[Opening Supplied records section]

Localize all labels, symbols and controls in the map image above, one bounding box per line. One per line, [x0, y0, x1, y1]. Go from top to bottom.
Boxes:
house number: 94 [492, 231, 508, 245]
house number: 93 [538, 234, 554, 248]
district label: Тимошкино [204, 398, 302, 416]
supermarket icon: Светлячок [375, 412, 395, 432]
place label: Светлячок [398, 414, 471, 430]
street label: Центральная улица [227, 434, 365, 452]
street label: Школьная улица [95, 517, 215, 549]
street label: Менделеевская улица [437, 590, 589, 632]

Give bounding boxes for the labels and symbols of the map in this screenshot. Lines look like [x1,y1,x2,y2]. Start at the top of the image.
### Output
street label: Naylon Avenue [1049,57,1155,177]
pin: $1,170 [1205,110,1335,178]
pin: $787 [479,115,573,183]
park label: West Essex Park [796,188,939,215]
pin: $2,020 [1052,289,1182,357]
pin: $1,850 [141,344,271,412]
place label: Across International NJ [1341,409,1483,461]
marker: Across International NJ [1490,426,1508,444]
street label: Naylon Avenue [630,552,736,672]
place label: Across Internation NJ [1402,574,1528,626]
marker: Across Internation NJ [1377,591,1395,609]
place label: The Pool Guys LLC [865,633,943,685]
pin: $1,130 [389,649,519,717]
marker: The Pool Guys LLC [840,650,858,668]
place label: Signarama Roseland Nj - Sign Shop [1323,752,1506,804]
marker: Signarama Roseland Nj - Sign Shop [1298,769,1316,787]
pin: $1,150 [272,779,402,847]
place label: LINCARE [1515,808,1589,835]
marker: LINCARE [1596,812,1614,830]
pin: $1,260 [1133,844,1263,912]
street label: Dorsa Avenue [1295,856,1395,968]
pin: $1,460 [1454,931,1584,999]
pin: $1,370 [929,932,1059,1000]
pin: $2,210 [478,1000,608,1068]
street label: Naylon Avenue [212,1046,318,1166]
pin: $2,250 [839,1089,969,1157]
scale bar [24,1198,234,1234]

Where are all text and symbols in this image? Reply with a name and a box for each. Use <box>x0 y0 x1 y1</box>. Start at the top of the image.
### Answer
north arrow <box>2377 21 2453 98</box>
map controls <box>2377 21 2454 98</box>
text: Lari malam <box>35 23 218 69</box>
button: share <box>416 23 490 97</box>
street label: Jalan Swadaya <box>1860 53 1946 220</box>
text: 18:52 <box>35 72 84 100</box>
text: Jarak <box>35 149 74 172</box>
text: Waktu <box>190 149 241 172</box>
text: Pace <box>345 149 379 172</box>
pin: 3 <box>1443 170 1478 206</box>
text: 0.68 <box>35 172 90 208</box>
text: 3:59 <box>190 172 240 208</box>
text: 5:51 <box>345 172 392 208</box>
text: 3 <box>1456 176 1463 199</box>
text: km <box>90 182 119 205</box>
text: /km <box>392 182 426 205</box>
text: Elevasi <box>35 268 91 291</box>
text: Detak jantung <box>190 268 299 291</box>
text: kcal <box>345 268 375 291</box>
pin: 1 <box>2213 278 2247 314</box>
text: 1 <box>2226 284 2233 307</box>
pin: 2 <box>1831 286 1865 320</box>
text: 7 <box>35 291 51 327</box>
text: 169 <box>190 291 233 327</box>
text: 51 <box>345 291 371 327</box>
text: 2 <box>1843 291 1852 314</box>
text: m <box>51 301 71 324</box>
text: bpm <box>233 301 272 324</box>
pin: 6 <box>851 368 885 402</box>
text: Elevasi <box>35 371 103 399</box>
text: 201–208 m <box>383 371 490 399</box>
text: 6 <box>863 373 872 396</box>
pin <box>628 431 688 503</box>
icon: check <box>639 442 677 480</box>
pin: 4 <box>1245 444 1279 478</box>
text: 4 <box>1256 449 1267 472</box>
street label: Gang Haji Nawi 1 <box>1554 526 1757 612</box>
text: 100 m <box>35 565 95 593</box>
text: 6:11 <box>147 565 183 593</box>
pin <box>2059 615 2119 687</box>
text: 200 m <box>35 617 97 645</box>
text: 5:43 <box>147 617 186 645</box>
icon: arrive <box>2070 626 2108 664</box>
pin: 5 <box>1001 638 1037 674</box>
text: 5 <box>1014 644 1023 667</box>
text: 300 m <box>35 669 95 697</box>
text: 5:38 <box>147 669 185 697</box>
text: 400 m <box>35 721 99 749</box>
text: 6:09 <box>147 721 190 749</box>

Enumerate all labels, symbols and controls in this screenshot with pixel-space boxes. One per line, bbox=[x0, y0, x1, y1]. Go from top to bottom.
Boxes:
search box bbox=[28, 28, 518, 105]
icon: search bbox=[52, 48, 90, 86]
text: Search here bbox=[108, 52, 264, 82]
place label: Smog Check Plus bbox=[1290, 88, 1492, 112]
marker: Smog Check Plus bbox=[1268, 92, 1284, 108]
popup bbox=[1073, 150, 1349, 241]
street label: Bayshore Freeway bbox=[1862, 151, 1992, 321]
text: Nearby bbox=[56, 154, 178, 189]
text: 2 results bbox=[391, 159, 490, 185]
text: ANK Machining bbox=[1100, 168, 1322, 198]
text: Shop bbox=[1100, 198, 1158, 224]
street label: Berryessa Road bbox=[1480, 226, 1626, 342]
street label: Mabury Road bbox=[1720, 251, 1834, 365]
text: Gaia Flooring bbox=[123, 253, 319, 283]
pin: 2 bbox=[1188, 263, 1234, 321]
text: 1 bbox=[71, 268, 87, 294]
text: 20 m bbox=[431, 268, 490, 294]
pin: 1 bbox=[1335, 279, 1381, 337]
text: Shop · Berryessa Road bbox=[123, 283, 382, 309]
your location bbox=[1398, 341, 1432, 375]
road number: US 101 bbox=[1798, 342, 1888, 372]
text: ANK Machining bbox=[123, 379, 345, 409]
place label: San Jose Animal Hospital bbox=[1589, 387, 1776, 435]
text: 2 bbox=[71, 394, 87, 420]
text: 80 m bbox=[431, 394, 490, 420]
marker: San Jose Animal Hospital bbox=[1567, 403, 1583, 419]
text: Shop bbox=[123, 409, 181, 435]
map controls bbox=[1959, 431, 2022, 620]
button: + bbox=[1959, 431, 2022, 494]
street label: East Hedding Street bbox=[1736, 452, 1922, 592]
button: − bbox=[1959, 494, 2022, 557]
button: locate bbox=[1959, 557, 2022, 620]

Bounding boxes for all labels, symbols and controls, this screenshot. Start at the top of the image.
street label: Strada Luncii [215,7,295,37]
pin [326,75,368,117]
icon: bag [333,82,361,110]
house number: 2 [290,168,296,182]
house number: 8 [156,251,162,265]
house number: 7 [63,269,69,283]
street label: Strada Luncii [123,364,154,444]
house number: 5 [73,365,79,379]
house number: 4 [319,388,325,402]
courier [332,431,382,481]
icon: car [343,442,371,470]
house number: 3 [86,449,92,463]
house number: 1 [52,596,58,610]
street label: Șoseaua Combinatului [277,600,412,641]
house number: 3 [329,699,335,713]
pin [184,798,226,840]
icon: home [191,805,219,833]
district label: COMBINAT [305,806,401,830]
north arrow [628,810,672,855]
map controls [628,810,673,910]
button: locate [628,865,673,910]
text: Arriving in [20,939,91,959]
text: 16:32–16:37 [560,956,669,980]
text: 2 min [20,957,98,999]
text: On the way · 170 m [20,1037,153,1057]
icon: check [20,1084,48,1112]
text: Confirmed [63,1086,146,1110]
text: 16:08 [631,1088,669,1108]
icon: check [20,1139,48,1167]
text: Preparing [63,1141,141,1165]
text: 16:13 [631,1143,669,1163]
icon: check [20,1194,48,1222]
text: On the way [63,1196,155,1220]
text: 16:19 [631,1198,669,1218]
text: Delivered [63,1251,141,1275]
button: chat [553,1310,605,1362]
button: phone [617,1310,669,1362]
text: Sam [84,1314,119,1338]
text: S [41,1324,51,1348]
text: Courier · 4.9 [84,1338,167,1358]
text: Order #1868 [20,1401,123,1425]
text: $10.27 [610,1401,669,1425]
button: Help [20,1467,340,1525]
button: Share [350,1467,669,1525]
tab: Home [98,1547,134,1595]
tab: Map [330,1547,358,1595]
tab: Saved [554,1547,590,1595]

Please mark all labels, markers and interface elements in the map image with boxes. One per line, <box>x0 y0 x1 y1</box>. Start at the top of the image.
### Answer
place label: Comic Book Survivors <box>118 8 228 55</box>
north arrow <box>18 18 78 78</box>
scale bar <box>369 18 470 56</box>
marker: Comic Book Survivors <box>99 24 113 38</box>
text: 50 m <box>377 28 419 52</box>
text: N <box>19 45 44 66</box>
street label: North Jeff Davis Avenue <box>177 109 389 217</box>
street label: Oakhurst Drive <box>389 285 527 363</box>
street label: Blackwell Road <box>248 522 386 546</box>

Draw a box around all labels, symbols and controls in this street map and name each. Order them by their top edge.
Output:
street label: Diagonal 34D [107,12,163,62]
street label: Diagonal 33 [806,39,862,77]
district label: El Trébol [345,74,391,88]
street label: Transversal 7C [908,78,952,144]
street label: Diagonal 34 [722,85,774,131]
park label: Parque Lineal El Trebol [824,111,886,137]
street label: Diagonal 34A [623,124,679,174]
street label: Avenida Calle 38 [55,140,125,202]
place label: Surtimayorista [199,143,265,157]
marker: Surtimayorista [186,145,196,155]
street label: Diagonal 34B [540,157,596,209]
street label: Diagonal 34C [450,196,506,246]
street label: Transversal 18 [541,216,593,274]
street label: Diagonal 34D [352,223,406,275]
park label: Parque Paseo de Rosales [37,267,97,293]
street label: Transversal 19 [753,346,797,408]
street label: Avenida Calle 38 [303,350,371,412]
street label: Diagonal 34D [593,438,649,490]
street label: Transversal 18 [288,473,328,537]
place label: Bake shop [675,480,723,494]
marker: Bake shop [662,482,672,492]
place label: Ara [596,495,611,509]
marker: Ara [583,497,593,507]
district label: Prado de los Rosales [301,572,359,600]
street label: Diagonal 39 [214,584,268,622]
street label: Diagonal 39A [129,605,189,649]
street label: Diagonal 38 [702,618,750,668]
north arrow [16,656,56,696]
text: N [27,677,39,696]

[Closing Supplied records section]

Exercise brief: Starting from the top of the records and ending at the line that contains "Give bounding boxes", repeat each line exactly and return only those lines.

Response box:
Localize all labels, symbols and controls in the map image above, one bounding box per line. One per line, [x0, y0, x1, y1]. Go from top to bottom.
Boxes:
house number: 94 [492, 231, 508, 245]
house number: 93 [538, 234, 554, 248]
district label: Тимошкино [204, 398, 302, 416]
supermarket icon: Светлячок [375, 412, 395, 432]
place label: Светлячок [398, 414, 471, 430]
street label: Центральная улица [227, 434, 365, 452]
street label: Школьная улица [95, 517, 215, 549]
street label: Менделеевская улица [437, 590, 589, 632]

Give bounding boxes for the labels and symbols of the map in this screenshot. Lines look like [x1,y1,x2,y2]. Start at the top of the image.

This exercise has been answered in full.